En effet, la République en marche ne compte plus que 24 sénateurs, contre 29 auparavant alors que les Républicains et leurs alliés, seront présents avec pas moins de 171 élus, contre 142 avant le scrutin de dimanche dernier. A gauche, les socialistes limitent la casse avec 69 élus contre 86 sièges auparavant. Les communistes parviennent à garder leur groupe parlementaire avec le minimum requis à savoir dix sièges. Quant à au Front national, qui avait fait entrer deux élus au palais du Luxembourg en 2014, il ne gagne pas cette fois de nouveau siège.

A la lumière de ces résultats, il est clair que les Grands Électeurs ont sanctionné l’exécutif. C’est le premier revers électoral pour La République en marche. La République En Marche, le mouvement initié par Emmanuel Macron paie les décisions du gouvernement sur les finances des collectivités locales, mais préfère justifier cette déroute par le mode de scrutin adopté.
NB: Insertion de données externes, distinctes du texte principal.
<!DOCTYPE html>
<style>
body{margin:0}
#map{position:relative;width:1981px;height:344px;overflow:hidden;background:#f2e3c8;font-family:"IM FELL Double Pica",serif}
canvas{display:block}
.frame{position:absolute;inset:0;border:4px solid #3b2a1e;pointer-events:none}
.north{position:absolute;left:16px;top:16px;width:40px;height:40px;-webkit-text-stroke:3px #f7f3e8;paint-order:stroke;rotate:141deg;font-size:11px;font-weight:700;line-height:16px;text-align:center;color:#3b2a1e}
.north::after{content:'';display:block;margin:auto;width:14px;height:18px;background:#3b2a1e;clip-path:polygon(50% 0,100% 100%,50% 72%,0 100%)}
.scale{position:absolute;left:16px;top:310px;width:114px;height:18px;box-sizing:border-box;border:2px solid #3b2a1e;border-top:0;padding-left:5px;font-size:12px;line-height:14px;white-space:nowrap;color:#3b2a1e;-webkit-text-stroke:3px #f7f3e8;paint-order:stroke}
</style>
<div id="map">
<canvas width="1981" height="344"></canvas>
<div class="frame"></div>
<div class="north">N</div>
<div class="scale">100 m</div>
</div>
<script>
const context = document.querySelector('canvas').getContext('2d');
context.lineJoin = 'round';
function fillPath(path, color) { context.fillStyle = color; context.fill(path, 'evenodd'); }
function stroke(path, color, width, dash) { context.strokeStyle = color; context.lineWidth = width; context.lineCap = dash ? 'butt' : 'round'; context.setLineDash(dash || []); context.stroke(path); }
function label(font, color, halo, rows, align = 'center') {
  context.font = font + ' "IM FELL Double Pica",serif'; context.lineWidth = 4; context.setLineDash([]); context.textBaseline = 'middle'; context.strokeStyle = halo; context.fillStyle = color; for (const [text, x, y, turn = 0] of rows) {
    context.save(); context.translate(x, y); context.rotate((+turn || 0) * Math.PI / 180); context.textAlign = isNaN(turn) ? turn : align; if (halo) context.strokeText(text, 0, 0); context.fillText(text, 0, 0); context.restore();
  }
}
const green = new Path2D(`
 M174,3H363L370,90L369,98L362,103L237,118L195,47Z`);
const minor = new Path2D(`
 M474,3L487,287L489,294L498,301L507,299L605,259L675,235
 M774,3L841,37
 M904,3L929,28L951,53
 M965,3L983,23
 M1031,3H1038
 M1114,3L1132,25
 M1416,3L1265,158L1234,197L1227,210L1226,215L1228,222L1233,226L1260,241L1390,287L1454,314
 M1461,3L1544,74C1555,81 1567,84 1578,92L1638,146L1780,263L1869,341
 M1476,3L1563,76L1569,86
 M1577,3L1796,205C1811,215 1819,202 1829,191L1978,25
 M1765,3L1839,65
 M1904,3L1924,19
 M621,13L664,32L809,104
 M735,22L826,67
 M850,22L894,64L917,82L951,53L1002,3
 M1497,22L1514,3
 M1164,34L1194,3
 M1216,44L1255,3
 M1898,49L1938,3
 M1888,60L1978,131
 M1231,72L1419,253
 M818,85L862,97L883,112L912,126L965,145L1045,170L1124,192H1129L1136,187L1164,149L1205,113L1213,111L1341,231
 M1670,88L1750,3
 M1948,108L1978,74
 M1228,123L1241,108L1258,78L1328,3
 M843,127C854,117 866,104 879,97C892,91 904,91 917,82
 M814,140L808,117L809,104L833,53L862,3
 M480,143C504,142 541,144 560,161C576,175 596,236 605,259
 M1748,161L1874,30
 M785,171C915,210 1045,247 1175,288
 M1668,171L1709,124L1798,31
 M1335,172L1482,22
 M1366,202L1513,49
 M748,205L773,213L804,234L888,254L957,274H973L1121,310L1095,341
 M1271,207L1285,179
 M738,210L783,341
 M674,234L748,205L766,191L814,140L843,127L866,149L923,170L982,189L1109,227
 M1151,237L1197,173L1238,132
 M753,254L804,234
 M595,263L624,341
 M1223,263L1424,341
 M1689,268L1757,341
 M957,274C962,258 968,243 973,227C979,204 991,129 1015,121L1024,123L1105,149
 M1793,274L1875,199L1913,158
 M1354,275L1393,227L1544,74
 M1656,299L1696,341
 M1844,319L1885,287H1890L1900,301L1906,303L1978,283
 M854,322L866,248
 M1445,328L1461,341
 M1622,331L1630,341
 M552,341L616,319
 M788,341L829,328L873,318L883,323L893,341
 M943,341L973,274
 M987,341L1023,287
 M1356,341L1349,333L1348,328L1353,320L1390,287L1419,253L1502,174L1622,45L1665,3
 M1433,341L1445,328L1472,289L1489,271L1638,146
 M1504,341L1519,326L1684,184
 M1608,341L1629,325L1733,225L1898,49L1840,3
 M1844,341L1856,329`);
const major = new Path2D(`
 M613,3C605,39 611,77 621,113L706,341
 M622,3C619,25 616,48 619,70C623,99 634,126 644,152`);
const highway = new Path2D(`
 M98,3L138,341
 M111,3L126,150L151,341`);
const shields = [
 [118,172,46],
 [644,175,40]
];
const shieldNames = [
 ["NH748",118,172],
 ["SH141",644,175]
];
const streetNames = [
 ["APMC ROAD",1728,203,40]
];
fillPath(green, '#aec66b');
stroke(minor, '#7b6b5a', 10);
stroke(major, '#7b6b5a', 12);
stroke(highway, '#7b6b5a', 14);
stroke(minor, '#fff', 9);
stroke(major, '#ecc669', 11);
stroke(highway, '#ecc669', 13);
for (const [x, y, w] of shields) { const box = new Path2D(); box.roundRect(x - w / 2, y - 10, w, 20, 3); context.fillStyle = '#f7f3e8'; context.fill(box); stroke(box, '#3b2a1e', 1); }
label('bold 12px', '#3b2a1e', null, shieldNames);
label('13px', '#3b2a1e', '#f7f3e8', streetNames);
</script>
Il n’empêche, l’absence de vague macroniste s’explique d’abord par l’absence de relais locaux pour le jeune mouvement LREM, mais aussi par le début de grogne de certains élus locaux face aux récentes décisions de l’exécutif relatives à la diminution des crédits alloués aux collectivités locales, la réduction du nombre de contrats aidés, ou encore la suppression de la taxe d’habitation.

Pour Emmanuel Macron, dont les proches espéraient initialement une cinquantaine de sièges, le groupe LREM peut espérer quelques ralliements grâce aux négociations post-électorales. Les contours de cette alliance pourraient encore évoluer et permettre ainsi au groupe LREM de former des « majorités de projet » chères à Emmanuel Macron. Le groupe LREM va devoir batailler dans ce cas pour construire une majorité de circonstance au Sénat.

La droite peut bloquer

Il n’empêche la droite a toujours les moyens de bloquer certains textes à la Haute Assemblée. Sur le plan législatif, alors que s’annoncent les gros textes budgétaires, le résultat des sénatoriales n’empêchera pas l’exécutif d’appliquer son programme, l’Assemblée nationale ayant de toute façon le dernier mot. Mais cette déroute pourrait compliquer la tâche d’Emmanuel Macron pour sa réforme constitutionnelle. Le président de la République a annoncé vouloir limiter le cumul des mandats dans le temps, réduire d’un tiers le nombre de députés et sénateurs, supprimer de la Cour de justice de la République ou encore réformer le Conseil supérieur de la magistrature. Sur tous ces sujets (à l’exception de la réduction du nombre de députés), une réforme constitutionnelle doit en effet être adoptée « en termes identiques » par le Sénat et l’Assemblée, selon l’article 89 de la Constitution. Et c’est le seul domaine où le Sénat peut traiter d’égal à égal avec l’Assemblée nationale. Mais tout devrait s’éclaircir lors de l’élection du président du Sénat, prévue le 2 octobre. A cette occasion, les groupes vont se former et les tractations devraient aller bon train pour choisir le nouveau président. Gérard Larcher (LR) a déjà annoncé être candidat à sa propre succession, et fait office de grandissime favori au vu des résultats de dimanche et qui donnera les grandes lignes de l’attitude des sénateurs.

Certaines des réformes proposées par Emmanuel Macron pourraient en revanche voir le jour via des lois organiques. La Constitution donne seulement un plafond du nombre maximum de parlementaires, il suffirait que le Sénat l’adopte à la majorité simple.  Pour les textes classiques, La République en marche n’a pas de souci à se faire : l’Assemblée nationale a le dernier mot en cas de désaccord avec les élus du palais du Luxembourg. Le processus pourrait cependant s’avérer plus facile pour Emmanuel Macron si la droite se montrait prête à collaborer.